Under the, “Hey, if you’re going to downgrade our debt, we’re going to look into how you miss-rated mortgage securities five years ago…” category, the U.S. Justice Department is investigating whether or not S&P erred in rating MBS’s. Somehow Fitch & Moody’s, which just confirmed their highest rating for U.S. debt, aren’t in the headlines.
Low Rates Unwind Fed’s MBS Holdings
During this August refi boom, many loan agents that they are moving borrowers from 30-yr mortgages in the high 4′s down into 15-yr loans in the low 3′s. And that trend is being reflected in the MBS volumes that are being sold in the marketplace, with 15-yr MBS percentages creeping up. And remember all those mortgage-backed securities that were purchased by the Fed a year or two ago? The Fed’s portfolio in particular has a sizable amount of 5% coupons and lower largely made up of credit-eligible borrowers. Forecasters believe that early pay-offs over the next 12 months from the Fed will be $230 billion, up from a $140 billion outlook estimated earlier this year when interest rates backed up and prepayments began slowing. In a report from Deutsche Bank, analysts estimate a total of $575 billion over the next 12 months coming from the Fed, GSEs and Treasuries – all of which must be absorbed by the private sector as the government entities aren’t buying MBS.

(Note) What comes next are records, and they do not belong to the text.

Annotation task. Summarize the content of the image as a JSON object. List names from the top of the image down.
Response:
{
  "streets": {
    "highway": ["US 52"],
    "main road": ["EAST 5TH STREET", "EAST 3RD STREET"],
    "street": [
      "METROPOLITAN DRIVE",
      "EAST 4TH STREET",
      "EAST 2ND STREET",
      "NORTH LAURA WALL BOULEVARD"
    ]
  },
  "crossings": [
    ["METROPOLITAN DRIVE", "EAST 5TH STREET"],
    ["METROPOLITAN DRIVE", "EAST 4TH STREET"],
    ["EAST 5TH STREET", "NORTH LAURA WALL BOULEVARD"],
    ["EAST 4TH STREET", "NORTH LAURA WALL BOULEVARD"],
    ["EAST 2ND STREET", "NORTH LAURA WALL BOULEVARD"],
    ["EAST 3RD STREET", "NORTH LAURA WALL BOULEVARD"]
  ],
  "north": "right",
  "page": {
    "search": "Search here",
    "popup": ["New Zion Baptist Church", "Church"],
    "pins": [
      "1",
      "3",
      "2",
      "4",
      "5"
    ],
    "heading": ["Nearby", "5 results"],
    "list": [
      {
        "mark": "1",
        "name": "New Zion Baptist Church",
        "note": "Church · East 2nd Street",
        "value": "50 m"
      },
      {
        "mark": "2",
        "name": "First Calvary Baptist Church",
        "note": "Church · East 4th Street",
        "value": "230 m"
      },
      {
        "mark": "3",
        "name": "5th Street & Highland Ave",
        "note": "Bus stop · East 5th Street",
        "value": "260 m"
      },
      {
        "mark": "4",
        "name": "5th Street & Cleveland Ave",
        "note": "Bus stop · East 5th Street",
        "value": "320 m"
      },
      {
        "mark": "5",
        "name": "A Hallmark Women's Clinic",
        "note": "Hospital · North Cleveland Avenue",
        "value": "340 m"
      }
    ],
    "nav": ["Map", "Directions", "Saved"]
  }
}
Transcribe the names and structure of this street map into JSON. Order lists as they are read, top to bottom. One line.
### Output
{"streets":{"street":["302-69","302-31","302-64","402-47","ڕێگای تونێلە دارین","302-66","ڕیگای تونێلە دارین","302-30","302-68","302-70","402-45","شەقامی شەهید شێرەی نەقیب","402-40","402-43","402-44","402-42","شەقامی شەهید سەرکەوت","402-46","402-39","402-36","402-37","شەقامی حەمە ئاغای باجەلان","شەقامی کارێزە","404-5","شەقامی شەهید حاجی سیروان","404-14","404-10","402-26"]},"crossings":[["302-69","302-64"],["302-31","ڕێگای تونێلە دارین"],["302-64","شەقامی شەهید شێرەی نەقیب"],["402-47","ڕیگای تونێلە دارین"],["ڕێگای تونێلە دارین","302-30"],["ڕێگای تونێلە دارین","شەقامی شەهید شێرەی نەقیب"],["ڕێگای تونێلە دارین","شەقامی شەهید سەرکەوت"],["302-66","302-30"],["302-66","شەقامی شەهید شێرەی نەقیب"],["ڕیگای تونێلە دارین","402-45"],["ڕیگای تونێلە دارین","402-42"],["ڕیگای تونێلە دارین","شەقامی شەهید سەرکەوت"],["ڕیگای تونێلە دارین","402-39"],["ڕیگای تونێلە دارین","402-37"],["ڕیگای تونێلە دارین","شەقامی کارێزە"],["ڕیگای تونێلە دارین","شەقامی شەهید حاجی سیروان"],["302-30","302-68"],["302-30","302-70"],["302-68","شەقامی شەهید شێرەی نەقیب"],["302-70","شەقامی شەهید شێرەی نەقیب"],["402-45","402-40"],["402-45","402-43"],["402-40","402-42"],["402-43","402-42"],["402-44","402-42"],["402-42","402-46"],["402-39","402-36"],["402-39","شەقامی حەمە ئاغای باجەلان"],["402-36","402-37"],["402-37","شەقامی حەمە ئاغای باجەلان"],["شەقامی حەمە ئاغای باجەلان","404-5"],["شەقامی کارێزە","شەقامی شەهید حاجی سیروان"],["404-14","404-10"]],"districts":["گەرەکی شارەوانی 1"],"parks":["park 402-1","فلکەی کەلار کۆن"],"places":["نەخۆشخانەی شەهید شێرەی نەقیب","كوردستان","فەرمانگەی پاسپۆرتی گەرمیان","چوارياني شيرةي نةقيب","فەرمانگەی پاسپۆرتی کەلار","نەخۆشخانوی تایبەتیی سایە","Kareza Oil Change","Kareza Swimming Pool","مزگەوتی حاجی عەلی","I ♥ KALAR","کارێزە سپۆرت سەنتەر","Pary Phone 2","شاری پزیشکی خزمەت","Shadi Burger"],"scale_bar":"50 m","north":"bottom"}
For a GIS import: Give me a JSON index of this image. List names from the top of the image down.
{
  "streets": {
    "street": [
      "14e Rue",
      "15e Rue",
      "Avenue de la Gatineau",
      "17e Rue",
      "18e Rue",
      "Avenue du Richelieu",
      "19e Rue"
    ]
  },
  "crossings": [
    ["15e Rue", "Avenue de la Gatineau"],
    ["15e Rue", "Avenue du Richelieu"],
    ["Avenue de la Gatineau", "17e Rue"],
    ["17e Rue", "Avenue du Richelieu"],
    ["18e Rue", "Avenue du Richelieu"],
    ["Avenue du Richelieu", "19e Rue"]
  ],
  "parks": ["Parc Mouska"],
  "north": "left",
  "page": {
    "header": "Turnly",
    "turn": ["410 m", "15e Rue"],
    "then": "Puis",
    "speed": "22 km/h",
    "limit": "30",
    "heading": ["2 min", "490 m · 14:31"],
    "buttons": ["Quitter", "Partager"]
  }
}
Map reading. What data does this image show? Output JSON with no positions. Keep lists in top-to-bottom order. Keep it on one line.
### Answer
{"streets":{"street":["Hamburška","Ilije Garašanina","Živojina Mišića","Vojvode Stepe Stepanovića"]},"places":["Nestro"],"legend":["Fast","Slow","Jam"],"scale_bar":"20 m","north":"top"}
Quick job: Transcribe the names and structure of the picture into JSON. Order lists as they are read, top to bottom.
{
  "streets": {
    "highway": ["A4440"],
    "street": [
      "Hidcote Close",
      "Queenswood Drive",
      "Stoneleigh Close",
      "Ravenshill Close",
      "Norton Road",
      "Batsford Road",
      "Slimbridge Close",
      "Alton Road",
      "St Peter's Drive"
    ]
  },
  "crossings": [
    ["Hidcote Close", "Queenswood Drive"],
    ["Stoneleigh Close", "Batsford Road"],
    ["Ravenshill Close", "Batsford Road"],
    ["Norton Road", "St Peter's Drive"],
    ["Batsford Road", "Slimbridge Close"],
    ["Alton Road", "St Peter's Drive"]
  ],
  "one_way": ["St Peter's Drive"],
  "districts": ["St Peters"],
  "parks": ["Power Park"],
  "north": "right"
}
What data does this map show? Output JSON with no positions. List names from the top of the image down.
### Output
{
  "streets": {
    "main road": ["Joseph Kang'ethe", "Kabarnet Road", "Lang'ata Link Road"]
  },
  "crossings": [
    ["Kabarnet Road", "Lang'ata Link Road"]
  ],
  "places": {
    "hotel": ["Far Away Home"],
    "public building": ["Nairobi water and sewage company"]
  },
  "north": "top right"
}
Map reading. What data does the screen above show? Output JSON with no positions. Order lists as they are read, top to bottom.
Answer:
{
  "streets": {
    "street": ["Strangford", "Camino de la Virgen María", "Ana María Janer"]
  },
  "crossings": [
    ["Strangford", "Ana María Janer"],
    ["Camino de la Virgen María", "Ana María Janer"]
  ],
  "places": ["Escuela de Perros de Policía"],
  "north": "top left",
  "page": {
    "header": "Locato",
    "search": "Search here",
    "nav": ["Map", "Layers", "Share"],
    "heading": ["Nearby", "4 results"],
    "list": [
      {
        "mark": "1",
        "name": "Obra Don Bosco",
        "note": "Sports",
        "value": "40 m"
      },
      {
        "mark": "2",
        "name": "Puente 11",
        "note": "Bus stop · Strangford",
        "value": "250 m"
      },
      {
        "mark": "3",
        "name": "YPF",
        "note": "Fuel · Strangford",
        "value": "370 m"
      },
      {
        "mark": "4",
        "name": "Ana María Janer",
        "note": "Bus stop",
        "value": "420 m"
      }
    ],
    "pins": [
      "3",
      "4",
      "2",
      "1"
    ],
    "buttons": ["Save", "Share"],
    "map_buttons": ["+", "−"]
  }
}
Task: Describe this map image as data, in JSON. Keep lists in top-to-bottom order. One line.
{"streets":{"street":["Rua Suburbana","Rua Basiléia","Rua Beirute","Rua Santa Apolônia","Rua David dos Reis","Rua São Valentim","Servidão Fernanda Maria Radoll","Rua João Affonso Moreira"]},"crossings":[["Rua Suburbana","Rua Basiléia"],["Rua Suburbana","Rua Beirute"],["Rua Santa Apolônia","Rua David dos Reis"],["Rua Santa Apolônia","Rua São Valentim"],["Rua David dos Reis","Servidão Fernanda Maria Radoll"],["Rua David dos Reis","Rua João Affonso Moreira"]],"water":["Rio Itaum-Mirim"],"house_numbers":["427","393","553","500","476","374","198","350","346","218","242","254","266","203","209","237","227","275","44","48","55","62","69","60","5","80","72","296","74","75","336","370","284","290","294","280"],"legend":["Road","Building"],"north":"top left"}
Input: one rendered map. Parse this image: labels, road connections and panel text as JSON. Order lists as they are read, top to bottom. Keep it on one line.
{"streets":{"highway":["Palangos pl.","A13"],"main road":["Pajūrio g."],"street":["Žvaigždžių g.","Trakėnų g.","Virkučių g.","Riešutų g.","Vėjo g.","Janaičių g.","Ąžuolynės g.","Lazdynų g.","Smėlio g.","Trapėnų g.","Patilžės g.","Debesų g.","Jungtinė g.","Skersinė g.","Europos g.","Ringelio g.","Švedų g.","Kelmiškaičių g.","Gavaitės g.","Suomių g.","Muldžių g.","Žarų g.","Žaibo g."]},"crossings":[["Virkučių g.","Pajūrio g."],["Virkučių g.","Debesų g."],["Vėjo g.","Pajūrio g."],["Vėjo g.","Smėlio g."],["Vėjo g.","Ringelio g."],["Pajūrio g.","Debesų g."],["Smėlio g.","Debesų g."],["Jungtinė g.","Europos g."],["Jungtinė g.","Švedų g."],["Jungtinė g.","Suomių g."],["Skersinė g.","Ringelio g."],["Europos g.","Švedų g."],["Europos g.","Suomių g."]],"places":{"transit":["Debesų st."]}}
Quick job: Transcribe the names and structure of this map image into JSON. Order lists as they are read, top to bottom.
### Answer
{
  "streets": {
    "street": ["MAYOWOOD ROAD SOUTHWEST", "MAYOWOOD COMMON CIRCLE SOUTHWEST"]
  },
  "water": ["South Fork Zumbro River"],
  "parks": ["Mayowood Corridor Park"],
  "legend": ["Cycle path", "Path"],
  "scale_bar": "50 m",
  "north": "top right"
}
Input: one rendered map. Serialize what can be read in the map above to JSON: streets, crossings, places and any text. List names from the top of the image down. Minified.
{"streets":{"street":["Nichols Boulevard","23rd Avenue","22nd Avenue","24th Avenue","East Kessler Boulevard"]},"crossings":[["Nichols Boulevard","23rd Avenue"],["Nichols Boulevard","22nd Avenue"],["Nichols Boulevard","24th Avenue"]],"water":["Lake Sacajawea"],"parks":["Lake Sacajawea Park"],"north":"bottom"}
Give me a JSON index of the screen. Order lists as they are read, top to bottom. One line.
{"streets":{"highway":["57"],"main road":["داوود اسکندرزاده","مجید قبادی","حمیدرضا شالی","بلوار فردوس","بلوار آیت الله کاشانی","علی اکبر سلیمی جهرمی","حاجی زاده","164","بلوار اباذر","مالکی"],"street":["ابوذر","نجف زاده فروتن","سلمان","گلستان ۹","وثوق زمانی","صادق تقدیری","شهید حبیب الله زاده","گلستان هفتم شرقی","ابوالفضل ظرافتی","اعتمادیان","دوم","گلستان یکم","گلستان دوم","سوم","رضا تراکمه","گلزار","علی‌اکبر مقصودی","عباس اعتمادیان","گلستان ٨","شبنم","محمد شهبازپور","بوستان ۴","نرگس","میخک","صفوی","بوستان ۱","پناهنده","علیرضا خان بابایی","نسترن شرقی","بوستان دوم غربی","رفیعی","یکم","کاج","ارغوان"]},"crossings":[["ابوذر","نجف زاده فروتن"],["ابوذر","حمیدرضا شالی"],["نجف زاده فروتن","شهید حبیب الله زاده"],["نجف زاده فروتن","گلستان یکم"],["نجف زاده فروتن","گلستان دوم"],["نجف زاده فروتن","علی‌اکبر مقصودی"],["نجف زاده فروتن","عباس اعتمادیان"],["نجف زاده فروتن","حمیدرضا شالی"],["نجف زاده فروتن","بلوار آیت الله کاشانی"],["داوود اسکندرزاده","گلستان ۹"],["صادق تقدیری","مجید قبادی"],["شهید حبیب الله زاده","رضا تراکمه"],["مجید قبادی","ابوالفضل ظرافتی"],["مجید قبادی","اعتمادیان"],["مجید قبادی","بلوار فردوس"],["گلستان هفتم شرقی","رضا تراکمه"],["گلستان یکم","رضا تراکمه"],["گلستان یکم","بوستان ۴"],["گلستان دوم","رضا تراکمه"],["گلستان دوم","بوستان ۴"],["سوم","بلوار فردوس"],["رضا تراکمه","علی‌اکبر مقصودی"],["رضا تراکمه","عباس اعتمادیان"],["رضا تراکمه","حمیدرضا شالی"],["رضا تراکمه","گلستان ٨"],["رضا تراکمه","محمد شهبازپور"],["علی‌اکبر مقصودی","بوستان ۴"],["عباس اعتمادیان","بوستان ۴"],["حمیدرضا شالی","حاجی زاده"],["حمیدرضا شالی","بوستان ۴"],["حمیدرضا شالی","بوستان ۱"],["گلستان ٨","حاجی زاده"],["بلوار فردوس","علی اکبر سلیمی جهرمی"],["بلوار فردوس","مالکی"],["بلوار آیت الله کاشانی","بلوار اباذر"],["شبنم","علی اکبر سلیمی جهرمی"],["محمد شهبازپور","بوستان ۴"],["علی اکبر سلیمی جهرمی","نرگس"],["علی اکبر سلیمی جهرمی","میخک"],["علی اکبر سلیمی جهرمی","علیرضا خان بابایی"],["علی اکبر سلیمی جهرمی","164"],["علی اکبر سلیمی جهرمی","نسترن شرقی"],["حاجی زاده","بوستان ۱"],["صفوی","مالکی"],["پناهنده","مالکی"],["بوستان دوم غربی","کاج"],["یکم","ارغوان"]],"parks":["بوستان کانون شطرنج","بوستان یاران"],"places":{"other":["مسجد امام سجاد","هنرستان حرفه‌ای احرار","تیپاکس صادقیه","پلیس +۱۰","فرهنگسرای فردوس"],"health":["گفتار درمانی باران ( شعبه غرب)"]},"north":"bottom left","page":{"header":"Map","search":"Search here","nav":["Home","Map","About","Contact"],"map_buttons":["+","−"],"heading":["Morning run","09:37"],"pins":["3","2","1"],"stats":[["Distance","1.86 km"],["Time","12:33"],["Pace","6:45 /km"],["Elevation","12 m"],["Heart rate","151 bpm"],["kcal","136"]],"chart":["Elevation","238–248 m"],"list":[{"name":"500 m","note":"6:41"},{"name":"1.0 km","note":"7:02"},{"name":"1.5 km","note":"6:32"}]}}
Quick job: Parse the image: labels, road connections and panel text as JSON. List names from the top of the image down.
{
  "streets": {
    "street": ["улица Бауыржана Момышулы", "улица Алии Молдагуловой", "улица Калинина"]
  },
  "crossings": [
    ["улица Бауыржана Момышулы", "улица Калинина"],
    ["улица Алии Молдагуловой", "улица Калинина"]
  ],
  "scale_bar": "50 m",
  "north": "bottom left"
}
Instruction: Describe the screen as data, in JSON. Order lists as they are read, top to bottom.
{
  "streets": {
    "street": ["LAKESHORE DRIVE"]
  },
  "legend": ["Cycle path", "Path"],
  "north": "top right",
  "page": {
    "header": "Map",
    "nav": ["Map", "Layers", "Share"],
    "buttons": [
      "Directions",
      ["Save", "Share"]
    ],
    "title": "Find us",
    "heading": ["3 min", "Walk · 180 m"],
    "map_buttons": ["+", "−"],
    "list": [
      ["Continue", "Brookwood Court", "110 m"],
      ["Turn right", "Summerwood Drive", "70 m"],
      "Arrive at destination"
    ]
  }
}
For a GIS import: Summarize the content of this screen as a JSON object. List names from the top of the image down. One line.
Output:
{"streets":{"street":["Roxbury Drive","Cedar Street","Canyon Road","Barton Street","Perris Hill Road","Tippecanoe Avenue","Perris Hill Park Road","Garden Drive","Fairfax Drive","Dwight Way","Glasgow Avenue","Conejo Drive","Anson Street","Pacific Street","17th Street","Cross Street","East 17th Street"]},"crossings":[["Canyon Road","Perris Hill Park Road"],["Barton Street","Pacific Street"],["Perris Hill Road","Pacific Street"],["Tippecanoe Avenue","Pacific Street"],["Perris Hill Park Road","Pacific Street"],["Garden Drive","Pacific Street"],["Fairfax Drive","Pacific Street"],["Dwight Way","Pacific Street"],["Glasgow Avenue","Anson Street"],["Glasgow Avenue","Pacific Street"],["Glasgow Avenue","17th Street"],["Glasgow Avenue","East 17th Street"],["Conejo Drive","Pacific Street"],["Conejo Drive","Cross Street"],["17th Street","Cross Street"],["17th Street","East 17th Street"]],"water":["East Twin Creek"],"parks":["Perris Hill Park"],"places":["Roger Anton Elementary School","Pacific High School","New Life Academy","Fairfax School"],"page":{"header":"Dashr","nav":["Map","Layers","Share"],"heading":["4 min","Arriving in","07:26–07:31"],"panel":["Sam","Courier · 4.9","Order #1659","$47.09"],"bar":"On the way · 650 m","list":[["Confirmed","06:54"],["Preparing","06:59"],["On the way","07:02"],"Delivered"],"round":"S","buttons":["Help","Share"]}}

Rates Aren’t Always Passed To Loan Agents/Consumers
When asked outright, practically no loan rep that I ever ran across begrudged their company making a profit on a loan. After all, it is the owners that have their capital at stake, and the ability to make a profit is critical for any mortgage company. This topic has come up again with the recent record MBS prices that are being seen by traders and investors, yet those great prices are sometimes slow to appear on retail rate sheets. (As a quick aside, in the supermarket business, the shorter the shelf life of a given food the higher the markup, so the markup on meat is about 60%, while it is only about 26% on canned goods.) By the time a MBS price finds itself on the lender’s rate sheets, profit margins, hedge costs, competitor’s prices levels, overhead, cost of funds, etc., all take a piece out of the pie. Loan reps should keep that in mind.